Next stop on your journey from Montserrat is Zaragoza, the capital of the Aragon region. This is a great place for museums, architecture, and historical monuments, including the Basílica de Nuestra Señora del Pilar .

Zaragoza, Spain

In between sightseeing, I’d recommend a bit of restaurant-hopping at Plaza del Pilar so you can taste some authentically Spanish delights. For a real flavour of the region, sit down to dinner at Restaurante La Borde de Chema . This rustic restaurant offers Aragonese dishes including roast goat, along with plenty of regional wines.

Northern Spain Road Trip: Stop 5 – Ordesa y Monte Perdido National Park

Step away from the glitz and glamour of city life with a visit to the Ordesa y Monte Perdido National Park. This hiker’s paradise has several trails to choose from, each leading to sweeping views of the mountains.  

Ordesa y Monte Perdido National Park

Be sure to pack your camera for this stop on your road trip! It’s one of the most photogenic places on this itinerary, so no doubt you’ll want to snap a lot of photos!

Ordesa y Monte Perdido National Park

Ordesa y Monte Perdido National Park to San Sebastian: 252 km / 3h 10 min approx.

Northern Spain Road Trip: Stop 6 – San Sebastian

The Basque Country is renowned for its food scene. Every year, many people visit Northern Spain (myself included!) purely for a wining and dining experience like no other. It’s hardly surprising, after all San Sebastian in the Basque Country has the most Michelin-starred eateries per capita in Europe! In fact, there are more in this one city per capita than in London, and that’s really saying something!

The Basque Country even has two restaurants with ‘Green Stars’, Azurmendi and Enoko, which have been recognised for their sustainable, ethical and environmental approach.

San Sebastian

There are two sides to eating out in San Sebastian.

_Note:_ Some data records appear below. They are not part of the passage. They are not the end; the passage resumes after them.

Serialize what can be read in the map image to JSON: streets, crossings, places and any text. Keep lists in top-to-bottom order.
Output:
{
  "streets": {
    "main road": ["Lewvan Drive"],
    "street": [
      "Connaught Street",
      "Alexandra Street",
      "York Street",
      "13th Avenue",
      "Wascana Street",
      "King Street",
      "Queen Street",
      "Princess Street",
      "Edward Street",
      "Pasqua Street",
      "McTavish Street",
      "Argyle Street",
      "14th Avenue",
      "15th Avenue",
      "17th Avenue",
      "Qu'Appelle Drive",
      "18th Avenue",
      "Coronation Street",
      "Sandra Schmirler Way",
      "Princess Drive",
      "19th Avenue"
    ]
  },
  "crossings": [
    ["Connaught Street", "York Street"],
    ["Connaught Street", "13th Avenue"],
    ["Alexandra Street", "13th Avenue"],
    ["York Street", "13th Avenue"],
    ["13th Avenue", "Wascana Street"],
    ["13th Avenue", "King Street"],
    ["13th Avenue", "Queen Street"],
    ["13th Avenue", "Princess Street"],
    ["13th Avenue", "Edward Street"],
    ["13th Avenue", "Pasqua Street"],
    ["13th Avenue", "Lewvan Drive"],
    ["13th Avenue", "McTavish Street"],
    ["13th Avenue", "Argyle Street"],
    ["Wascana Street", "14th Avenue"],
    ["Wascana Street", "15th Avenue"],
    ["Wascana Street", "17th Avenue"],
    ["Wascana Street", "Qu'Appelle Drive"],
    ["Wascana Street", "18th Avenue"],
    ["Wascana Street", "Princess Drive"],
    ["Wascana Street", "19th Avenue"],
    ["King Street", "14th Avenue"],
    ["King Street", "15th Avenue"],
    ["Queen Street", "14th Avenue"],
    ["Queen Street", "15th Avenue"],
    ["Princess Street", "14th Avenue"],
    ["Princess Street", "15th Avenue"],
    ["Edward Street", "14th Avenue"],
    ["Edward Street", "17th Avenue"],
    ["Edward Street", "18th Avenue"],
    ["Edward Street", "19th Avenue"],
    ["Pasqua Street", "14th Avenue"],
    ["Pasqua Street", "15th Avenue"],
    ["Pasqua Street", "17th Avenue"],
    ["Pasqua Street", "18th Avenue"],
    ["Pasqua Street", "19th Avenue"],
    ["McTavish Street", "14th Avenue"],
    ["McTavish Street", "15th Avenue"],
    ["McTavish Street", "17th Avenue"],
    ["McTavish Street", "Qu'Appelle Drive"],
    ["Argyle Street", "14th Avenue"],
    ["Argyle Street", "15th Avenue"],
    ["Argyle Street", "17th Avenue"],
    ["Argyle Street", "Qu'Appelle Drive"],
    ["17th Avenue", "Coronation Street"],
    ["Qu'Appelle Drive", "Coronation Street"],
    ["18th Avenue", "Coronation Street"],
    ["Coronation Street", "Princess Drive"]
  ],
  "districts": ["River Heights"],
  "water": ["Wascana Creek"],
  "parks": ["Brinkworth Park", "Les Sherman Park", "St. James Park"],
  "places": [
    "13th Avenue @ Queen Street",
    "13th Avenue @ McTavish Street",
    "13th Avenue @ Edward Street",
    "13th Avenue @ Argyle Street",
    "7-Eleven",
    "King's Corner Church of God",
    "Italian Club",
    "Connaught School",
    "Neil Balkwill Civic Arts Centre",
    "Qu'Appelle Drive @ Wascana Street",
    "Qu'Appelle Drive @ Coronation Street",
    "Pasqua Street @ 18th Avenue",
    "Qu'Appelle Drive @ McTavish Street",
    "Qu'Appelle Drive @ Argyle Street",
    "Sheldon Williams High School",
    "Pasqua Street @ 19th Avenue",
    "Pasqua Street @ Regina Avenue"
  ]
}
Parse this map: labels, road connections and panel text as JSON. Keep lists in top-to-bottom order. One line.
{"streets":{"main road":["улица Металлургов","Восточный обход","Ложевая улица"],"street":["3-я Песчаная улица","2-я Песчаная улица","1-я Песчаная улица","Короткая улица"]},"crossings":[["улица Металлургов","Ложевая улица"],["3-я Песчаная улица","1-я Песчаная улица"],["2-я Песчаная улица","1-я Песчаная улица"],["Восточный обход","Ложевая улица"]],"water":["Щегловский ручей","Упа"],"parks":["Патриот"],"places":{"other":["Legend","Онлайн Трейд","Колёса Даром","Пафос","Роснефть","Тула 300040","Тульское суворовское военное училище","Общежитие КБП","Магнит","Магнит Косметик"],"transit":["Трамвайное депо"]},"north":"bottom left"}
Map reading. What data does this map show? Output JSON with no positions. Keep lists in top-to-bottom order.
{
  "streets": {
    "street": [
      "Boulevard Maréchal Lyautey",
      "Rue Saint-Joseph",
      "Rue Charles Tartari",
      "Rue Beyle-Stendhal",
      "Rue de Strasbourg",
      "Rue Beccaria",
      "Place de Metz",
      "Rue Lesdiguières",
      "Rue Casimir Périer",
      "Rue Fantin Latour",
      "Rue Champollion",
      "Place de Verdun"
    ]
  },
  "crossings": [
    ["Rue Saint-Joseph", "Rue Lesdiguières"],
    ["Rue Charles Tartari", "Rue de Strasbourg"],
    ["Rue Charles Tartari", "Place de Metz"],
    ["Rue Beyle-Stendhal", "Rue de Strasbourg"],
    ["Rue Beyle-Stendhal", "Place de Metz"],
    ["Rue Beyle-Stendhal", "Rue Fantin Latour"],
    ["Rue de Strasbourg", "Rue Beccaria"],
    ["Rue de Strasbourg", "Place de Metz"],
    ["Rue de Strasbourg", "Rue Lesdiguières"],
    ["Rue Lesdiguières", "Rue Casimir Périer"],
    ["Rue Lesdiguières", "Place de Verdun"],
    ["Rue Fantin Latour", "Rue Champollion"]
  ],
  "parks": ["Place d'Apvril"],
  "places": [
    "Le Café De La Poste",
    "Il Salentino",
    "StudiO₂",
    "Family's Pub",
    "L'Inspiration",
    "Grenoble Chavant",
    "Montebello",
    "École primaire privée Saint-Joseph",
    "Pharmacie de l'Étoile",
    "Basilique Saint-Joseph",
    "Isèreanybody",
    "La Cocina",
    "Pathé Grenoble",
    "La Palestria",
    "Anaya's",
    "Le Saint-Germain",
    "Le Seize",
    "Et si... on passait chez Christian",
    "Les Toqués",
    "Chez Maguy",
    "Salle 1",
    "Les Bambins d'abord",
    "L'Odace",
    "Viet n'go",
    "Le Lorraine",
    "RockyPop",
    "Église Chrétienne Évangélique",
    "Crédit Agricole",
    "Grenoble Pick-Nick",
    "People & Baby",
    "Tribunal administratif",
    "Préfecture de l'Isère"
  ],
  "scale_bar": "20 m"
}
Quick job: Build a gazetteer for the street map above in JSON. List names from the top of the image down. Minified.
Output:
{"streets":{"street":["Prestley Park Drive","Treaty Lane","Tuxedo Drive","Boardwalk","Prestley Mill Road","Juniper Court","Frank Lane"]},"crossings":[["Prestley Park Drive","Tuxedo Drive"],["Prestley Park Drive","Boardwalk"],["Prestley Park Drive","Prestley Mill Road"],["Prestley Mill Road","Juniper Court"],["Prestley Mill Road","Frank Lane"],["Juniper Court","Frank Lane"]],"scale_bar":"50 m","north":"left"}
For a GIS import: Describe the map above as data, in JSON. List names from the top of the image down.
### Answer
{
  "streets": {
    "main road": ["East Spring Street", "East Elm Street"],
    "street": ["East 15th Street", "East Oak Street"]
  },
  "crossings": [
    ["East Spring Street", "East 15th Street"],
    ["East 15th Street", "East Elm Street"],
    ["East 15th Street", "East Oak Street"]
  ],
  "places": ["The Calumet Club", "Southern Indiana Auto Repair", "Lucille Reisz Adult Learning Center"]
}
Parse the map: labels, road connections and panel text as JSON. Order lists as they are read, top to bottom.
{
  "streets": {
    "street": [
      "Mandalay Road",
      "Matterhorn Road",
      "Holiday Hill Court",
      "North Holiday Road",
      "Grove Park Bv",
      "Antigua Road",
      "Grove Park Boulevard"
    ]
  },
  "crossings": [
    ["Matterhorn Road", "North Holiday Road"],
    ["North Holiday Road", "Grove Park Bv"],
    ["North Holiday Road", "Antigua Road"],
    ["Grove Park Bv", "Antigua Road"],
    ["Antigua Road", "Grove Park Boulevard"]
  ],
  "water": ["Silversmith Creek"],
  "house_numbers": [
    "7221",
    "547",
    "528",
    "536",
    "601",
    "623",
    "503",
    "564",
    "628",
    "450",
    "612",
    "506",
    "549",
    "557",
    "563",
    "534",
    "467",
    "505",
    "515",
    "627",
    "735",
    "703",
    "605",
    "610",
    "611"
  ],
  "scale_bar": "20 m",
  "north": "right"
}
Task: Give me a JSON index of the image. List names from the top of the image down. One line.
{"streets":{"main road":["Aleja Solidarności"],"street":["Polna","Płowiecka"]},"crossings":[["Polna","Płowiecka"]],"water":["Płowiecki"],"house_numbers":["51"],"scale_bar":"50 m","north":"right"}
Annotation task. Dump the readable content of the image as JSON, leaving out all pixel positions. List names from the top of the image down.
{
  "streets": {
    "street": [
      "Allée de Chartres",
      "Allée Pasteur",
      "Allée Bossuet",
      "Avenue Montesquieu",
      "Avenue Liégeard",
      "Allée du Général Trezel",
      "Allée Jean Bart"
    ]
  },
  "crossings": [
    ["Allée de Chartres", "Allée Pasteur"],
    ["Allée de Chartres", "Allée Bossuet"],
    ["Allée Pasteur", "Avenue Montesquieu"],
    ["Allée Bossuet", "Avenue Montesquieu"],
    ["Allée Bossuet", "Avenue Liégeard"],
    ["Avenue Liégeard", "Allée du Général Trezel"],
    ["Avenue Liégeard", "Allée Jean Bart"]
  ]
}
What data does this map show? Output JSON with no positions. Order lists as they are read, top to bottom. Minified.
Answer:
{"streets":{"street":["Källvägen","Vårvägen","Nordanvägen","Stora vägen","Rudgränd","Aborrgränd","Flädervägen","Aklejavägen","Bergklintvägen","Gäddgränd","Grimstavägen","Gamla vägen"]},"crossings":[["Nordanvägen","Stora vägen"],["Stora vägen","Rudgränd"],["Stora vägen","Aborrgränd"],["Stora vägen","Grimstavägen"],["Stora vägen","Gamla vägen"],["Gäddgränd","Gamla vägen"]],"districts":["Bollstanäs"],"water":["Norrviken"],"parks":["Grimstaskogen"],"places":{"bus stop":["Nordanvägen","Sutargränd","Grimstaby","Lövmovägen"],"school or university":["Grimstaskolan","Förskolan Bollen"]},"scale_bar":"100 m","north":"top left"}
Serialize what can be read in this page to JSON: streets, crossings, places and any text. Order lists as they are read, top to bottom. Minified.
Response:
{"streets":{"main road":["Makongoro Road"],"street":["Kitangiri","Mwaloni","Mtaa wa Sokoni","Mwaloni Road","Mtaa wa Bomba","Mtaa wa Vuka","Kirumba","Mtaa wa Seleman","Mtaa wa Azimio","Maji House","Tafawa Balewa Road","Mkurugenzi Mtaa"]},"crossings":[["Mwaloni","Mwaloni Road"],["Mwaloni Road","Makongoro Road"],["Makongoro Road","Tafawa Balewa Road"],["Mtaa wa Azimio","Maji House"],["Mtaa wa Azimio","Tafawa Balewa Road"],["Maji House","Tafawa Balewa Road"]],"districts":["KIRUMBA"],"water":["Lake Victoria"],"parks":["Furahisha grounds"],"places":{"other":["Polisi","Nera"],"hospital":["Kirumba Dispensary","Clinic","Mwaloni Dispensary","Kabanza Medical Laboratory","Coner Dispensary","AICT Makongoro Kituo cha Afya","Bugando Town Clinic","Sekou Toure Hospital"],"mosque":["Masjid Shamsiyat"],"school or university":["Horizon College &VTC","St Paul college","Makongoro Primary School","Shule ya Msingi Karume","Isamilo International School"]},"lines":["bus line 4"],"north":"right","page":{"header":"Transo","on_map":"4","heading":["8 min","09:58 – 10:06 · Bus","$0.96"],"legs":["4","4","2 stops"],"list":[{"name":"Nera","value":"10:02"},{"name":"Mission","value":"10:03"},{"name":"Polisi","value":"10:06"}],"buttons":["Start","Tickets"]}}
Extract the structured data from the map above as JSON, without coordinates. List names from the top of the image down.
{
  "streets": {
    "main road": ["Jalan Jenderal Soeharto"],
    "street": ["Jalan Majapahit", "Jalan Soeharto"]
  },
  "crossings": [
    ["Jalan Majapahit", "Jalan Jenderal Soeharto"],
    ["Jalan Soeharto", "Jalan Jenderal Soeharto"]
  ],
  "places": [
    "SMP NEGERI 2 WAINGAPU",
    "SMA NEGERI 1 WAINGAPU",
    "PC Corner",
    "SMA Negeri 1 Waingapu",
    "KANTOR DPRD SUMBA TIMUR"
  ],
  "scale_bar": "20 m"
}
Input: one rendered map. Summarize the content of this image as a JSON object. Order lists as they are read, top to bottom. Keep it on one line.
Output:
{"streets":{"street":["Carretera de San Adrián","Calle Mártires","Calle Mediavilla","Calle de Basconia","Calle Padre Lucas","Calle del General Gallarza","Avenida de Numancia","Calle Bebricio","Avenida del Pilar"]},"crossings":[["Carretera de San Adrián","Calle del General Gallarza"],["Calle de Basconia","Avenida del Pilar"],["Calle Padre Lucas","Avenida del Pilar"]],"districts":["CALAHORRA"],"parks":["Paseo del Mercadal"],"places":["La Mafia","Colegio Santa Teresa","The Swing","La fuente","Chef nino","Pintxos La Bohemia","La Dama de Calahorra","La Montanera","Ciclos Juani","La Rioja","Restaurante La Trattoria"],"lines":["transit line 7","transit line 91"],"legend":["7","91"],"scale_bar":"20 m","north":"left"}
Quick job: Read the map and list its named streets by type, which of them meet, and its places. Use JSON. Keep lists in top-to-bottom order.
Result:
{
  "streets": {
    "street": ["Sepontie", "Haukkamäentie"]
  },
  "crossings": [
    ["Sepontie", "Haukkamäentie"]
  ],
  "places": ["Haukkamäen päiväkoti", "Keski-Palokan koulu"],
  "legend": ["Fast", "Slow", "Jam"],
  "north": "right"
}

You can either go high end with Michelin starred tasting menus, or eat the local way with dish after dish of pintxos (small dishes).

The old town of San Sebastian is filled with tiny restaurants specialising in individual dishes such as Spanish tortillas, prawns on skewers and slow cooked pork. The best way to enjoy a trip like this, is by stopping for food and drinks at multiple bars across an evening – like your very own pintxos tour .

San Sebastian pintxos

It can be difficult knowing what to eat at each place, so I’d thoroughly recommend a pintxos tour like this one . The guide will give you tips on what to order, how to eat it and all the insider knowledge to make the most of your time in San Sebastian.

Pretty streets of San Sebastian

While you can’t go wrong with most restaurants here, I’d recommend the incredible steak, tomatoes and fried padron peppers at Bar Nestor as well as the famous San Sebastian cheesecake at La Viña! I popped all my top recommendations together in my post about the best pintxos in San Sebastian .

Also, if you’re looking for an extra special meal, how about going for a Michelin Starred meal with a view at Mirador de Ulia? We had a very memorable meal there!

San Sebastian is also a great beach destination, with turquoise waters, white sand and some great surf spots too!

Enjoying the beach in San Sebastian

If you want to get off the beaten track in this region, how about spending a day wine tasting? Just 30-minutes away by car you’ll find wineries including   Hirutza , where the local Txakoli wine is produced. This is a dry and lightly sparkling white wine, which is absolutely delicious!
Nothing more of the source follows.